(Exercise): Copy every entry below exactly as it appears, leaving out the images.

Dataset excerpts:
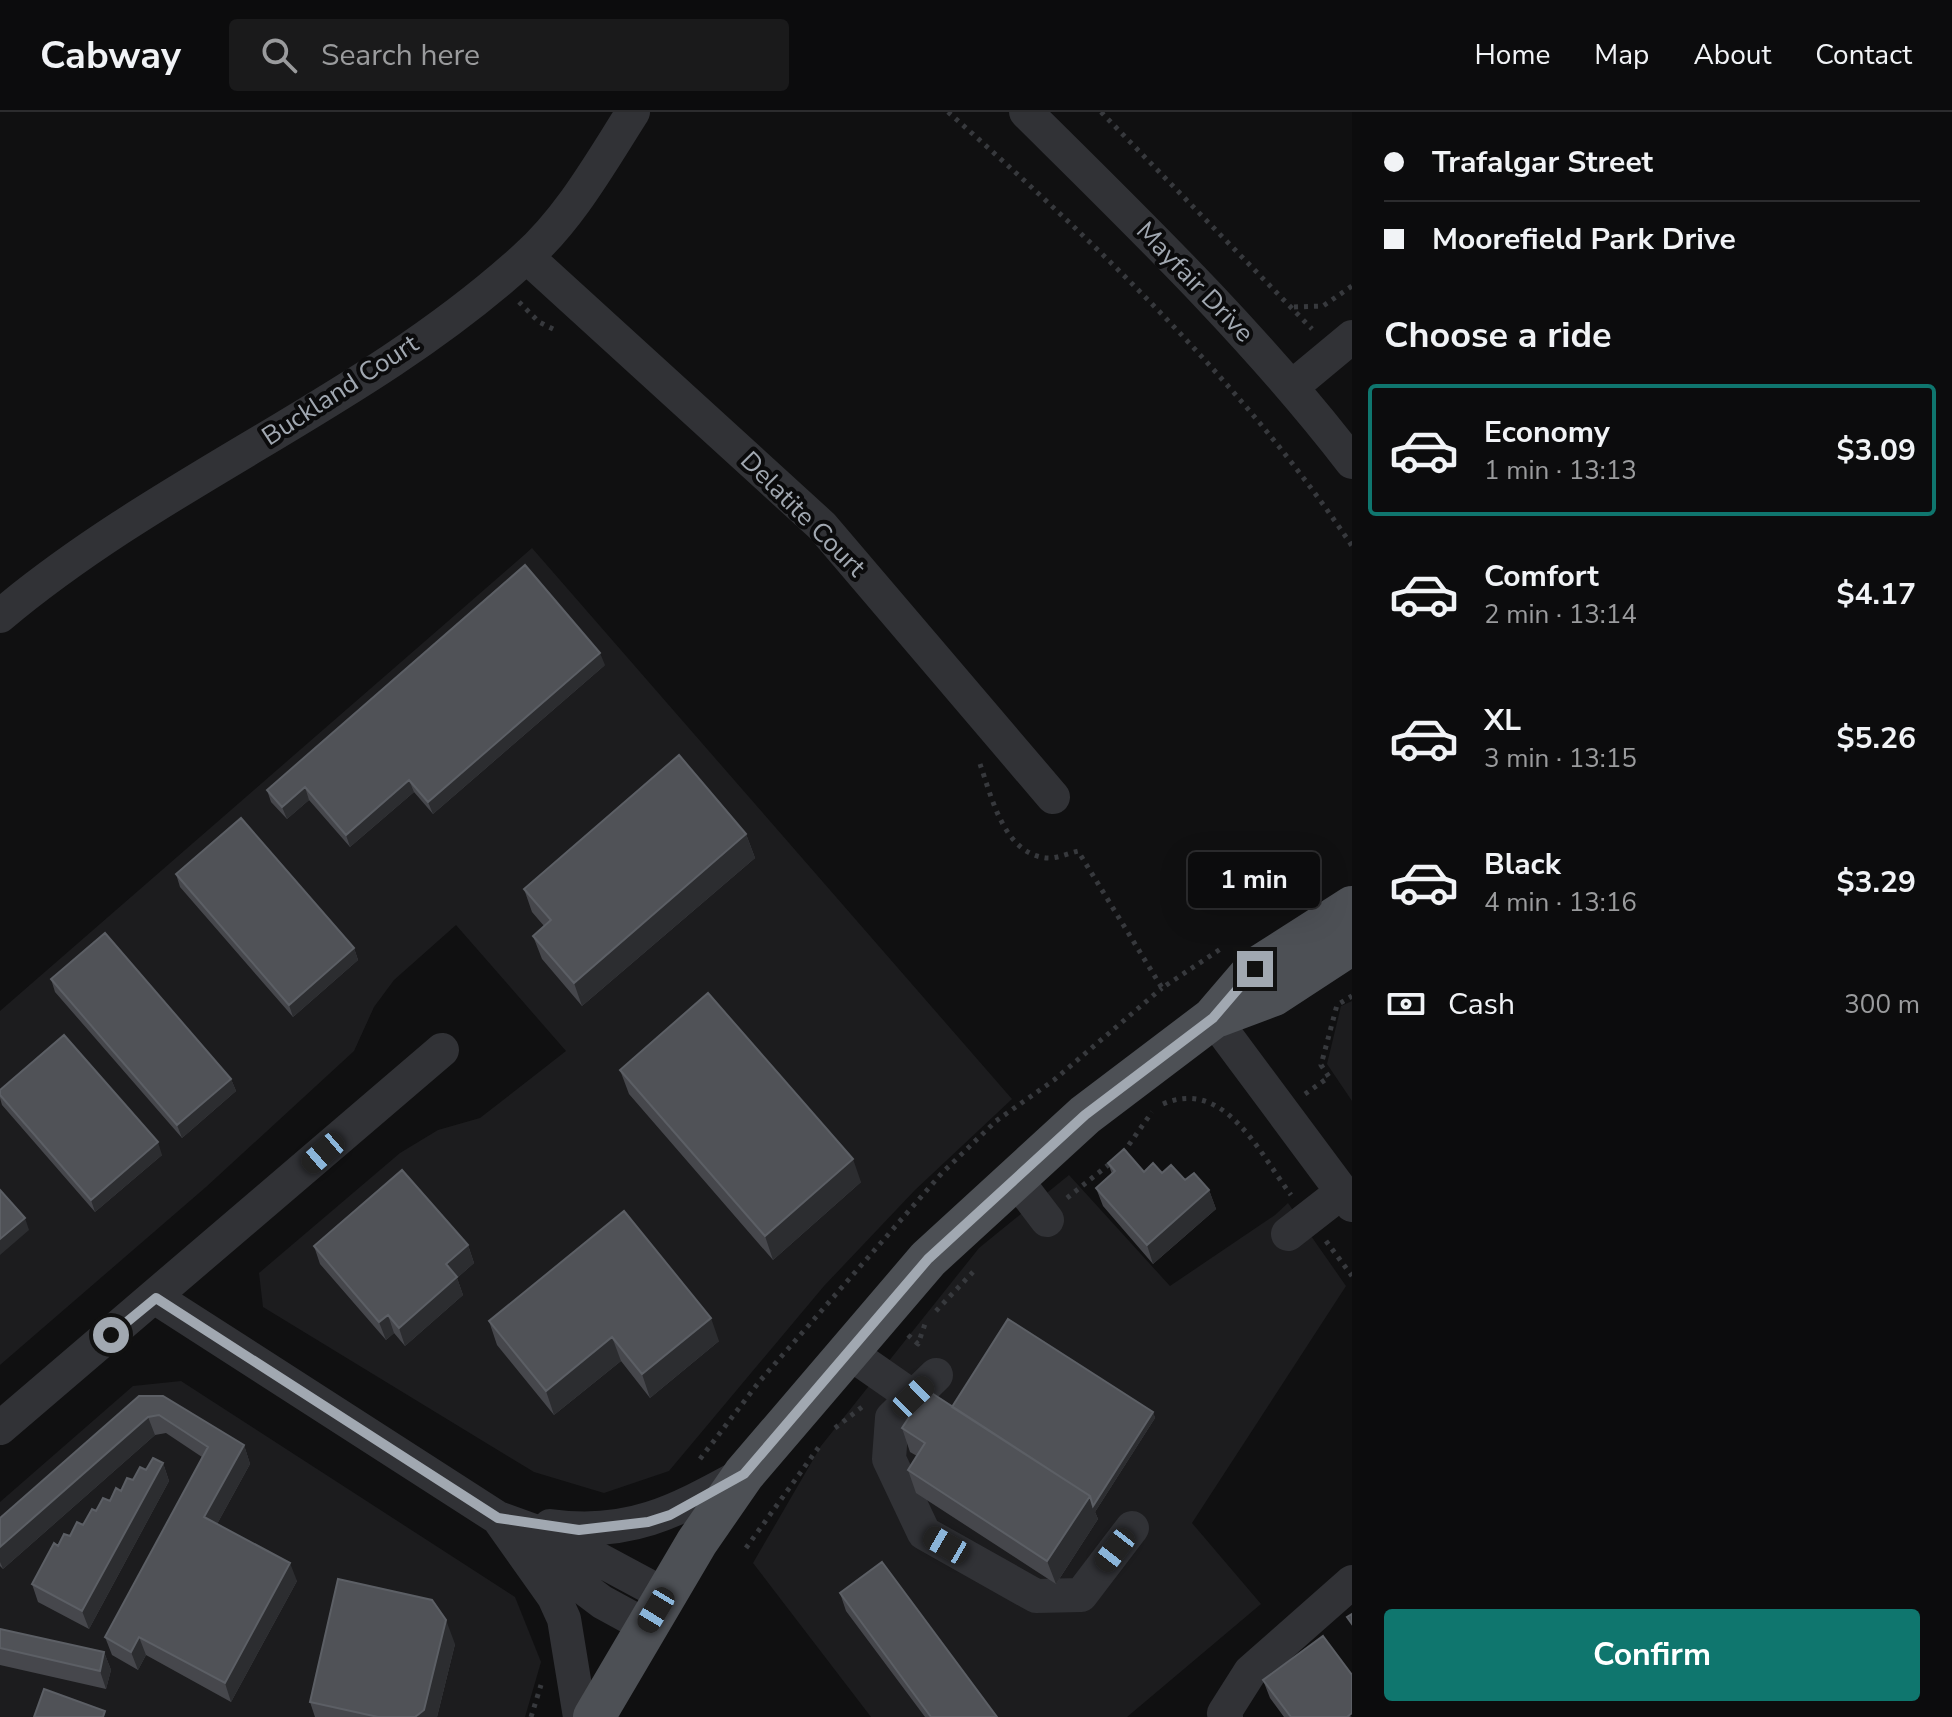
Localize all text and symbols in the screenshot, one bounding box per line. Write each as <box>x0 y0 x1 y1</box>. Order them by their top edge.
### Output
search box <box>229 19 789 91</box>
text: Cabway <box>40 30 181 81</box>
icon: search <box>257 33 301 77</box>
text: Search here <box>321 35 480 76</box>
text: Home <box>1475 36 1550 74</box>
text: Map <box>1594 36 1649 74</box>
text: About <box>1693 36 1771 74</box>
text: Contact <box>1815 36 1912 74</box>
text: Trafalgar Street <box>1432 142 1653 183</box>
street label: Mayfair Drive <box>1128 214 1262 350</box>
text: Moorefield Park Drive <box>1432 219 1736 260</box>
text: Choose a ride <box>1384 311 1612 360</box>
street label: Buckland Court <box>255 326 426 454</box>
text: Economy <box>1484 412 1610 453</box>
icon: car <box>1388 414 1460 486</box>
text: $3.09 <box>1837 430 1916 471</box>
street label: Delatite Court <box>733 444 874 585</box>
text: 1 min · 13:13 <box>1484 453 1637 488</box>
text: Comfort <box>1484 556 1599 597</box>
icon: car <box>1388 558 1460 630</box>
text: $4.17 <box>1837 574 1916 615</box>
text: 2 min · 13:14 <box>1484 597 1637 632</box>
text: XL <box>1484 700 1521 741</box>
icon: car <box>1388 702 1460 774</box>
text: $5.26 <box>1837 718 1916 759</box>
text: 3 min · 13:15 <box>1484 741 1637 776</box>
text: Black <box>1484 844 1561 885</box>
icon: car <box>1388 846 1460 918</box>
callout: 1 min <box>1189 853 1321 909</box>
text: 1 min <box>1220 862 1288 897</box>
text: $3.29 <box>1837 862 1916 903</box>
text: 4 min · 13:16 <box>1484 885 1637 920</box>
route end <box>1237 951 1273 987</box>
icon: cash <box>1384 982 1428 1026</box>
text: Cash <box>1448 984 1515 1025</box>
text: 300 m <box>1844 987 1920 1022</box>
car <box>297 1128 349 1178</box>
route start <box>93 1317 129 1353</box>
car <box>887 1372 939 1422</box>
car <box>919 1523 973 1567</box>
car <box>1091 1524 1139 1576</box>
car <box>633 1583 679 1637</box>
button: Confirm <box>1384 1609 1920 1701</box>

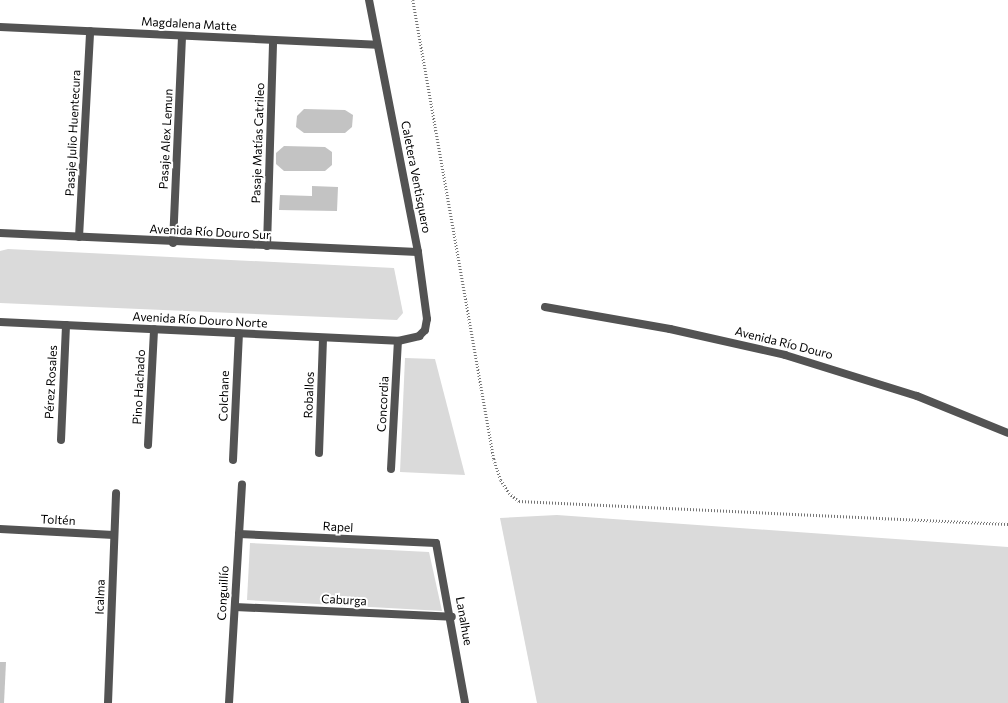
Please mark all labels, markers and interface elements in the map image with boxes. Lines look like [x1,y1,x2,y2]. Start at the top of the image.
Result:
street label: Magdalena Matte [141,14,237,34]
street label: Pasaje Julio Huentecura [62,69,84,197]
street label: Pasaje Matías Catrileo [249,82,267,204]
street label: Pasaje Alex Lemun [156,88,176,190]
street label: Caletera Ventisquero [398,120,434,234]
street label: Avenida Río Douro Sur [149,222,271,242]
street label: Avenida Río Douro Norte [132,309,268,331]
street label: Avenida Río Douro [733,324,835,362]
street label: Pérez Rosales [42,345,60,419]
street label: Pino Hachado [130,349,148,425]
street label: Colchane [216,370,232,422]
street label: Roballos [301,371,317,419]
street label: Concordia [374,376,392,432]
street label: Toltén [40,512,76,528]
street label: Rapel [322,519,354,535]
street label: Conguillío [214,565,232,621]
street label: Icalma [92,579,108,615]
street label: Caburga [321,592,367,608]
street label: Lanalhue [453,595,475,647]

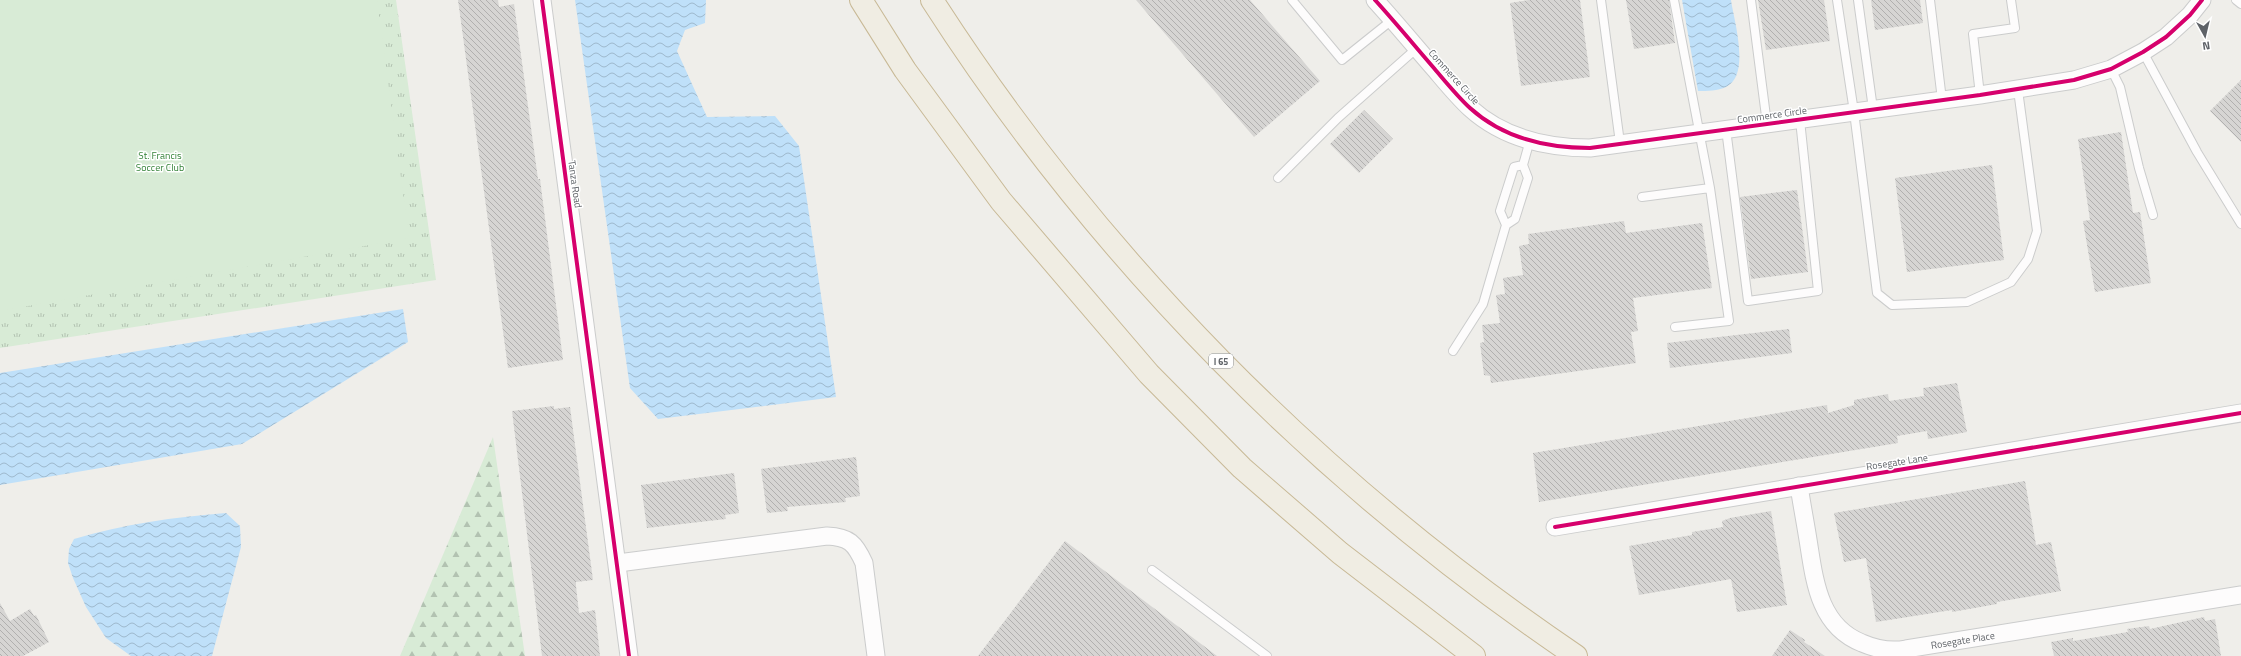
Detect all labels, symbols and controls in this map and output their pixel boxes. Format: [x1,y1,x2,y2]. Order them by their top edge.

(Output of the exercise):
Localize all text and symbols in the screenshot, one bounding box per line. Write each as <box>x0 y0 x1 y1</box>. Order them by their top edge.
### Output
search box <box>229 19 789 91</box>
text: Cabway <box>40 30 181 81</box>
icon: search <box>257 33 301 77</box>
text: Search here <box>321 35 480 76</box>
text: Home <box>1475 36 1550 74</box>
text: Map <box>1594 36 1649 74</box>
text: About <box>1693 36 1771 74</box>
text: Contact <box>1815 36 1912 74</box>
text: Trafalgar Street <box>1432 142 1653 183</box>
street label: Mayfair Drive <box>1128 214 1262 350</box>
text: Moorefield Park Drive <box>1432 219 1736 260</box>
text: Choose a ride <box>1384 311 1612 360</box>
street label: Buckland Court <box>255 326 426 454</box>
text: Economy <box>1484 412 1610 453</box>
icon: car <box>1388 414 1460 486</box>
text: $3.09 <box>1837 430 1916 471</box>
street label: Delatite Court <box>733 444 874 585</box>
text: 1 min · 13:13 <box>1484 453 1637 488</box>
text: Comfort <box>1484 556 1599 597</box>
icon: car <box>1388 558 1460 630</box>
text: $4.17 <box>1837 574 1916 615</box>
text: 2 min · 13:14 <box>1484 597 1637 632</box>
text: XL <box>1484 700 1521 741</box>
icon: car <box>1388 702 1460 774</box>
text: $5.26 <box>1837 718 1916 759</box>
text: 3 min · 13:15 <box>1484 741 1637 776</box>
text: Black <box>1484 844 1561 885</box>
icon: car <box>1388 846 1460 918</box>
callout: 1 min <box>1189 853 1321 909</box>
text: 1 min <box>1220 862 1288 897</box>
text: $3.29 <box>1837 862 1916 903</box>
text: 4 min · 13:16 <box>1484 885 1637 920</box>
route end <box>1237 951 1273 987</box>
icon: cash <box>1384 982 1428 1026</box>
text: Cash <box>1448 984 1515 1025</box>
text: 300 m <box>1844 987 1920 1022</box>
car <box>297 1128 349 1178</box>
route start <box>93 1317 129 1353</box>
car <box>887 1372 939 1422</box>
car <box>919 1523 973 1567</box>
car <box>1091 1524 1139 1576</box>
car <box>633 1583 679 1637</box>
button: Confirm <box>1384 1609 1920 1701</box>

Please mark all labels, markers and interface elements in the map image with boxes. Lines look like [x1,y1,x2,y2]. Start at the top of the image.
Result:
street label: Magdalena Matte [141,14,237,34]
street label: Pasaje Julio Huentecura [62,69,84,197]
street label: Pasaje Matías Catrileo [249,82,267,204]
street label: Pasaje Alex Lemun [156,88,176,190]
street label: Caletera Ventisquero [398,120,434,234]
street label: Avenida Río Douro Sur [149,222,271,242]
street label: Avenida Río Douro Norte [132,309,268,331]
street label: Avenida Río Douro [733,324,835,362]
street label: Pérez Rosales [42,345,60,419]
street label: Pino Hachado [130,349,148,425]
street label: Colchane [216,370,232,422]
street label: Roballos [301,371,317,419]
street label: Concordia [374,376,392,432]
street label: Toltén [40,512,76,528]
street label: Rapel [322,519,354,535]
street label: Conguillío [214,565,232,621]
street label: Icalma [92,579,108,615]
street label: Caburga [321,592,367,608]
street label: Lanalhue [453,595,475,647]

Detect all labels, symbols and controls in this map and output their pixel boxes. Format: [x1,y1,x2,y2]. Order them by their top edge.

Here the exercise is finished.